Word for word, restate the listing; omit the pictures.

Exercise data START

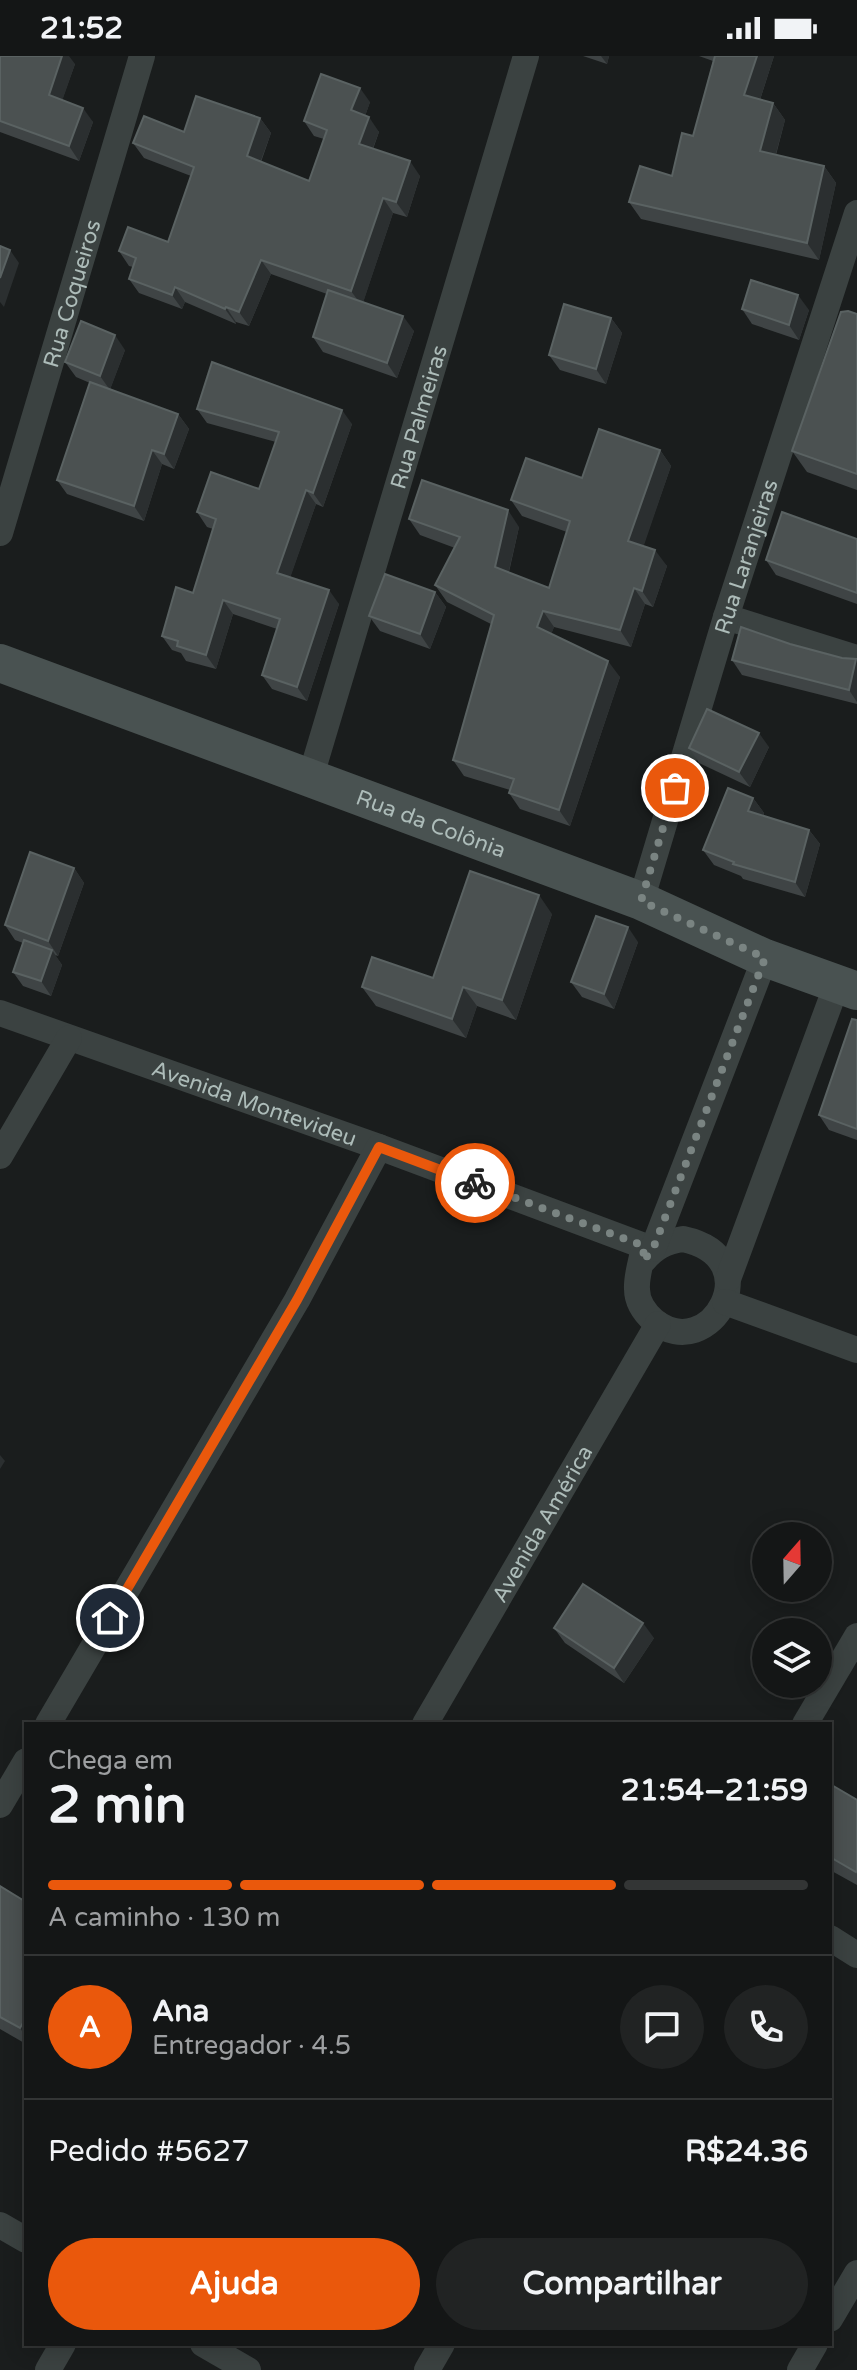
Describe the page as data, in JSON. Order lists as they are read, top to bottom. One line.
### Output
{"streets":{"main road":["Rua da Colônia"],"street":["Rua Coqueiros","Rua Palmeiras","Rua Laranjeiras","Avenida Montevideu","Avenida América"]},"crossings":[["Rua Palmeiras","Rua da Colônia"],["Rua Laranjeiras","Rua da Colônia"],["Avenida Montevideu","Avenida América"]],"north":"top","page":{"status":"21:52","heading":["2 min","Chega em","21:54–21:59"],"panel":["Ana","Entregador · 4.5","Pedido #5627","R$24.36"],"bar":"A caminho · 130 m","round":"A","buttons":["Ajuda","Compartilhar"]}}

Exercise data END

(Written answer)
Describe the page as data, in JSON. Order lists as they are read, top to bottom. One line.
### Output
{"streets":{"main road":["Rua da Colônia"],"street":["Rua Coqueiros","Rua Palmeiras","Rua Laranjeiras","Avenida Montevideu","Avenida América"]},"crossings":[["Rua Palmeiras","Rua da Colônia"],["Rua Laranjeiras","Rua da Colônia"],["Avenida Montevideu","Avenida América"]],"north":"top","page":{"status":"21:52","heading":["2 min","Chega em","21:54–21:59"],"panel":["Ana","Entregador · 4.5","Pedido #5627","R$24.36"],"bar":"A caminho · 130 m","round":"A","buttons":["Ajuda","Compartilhar"]}}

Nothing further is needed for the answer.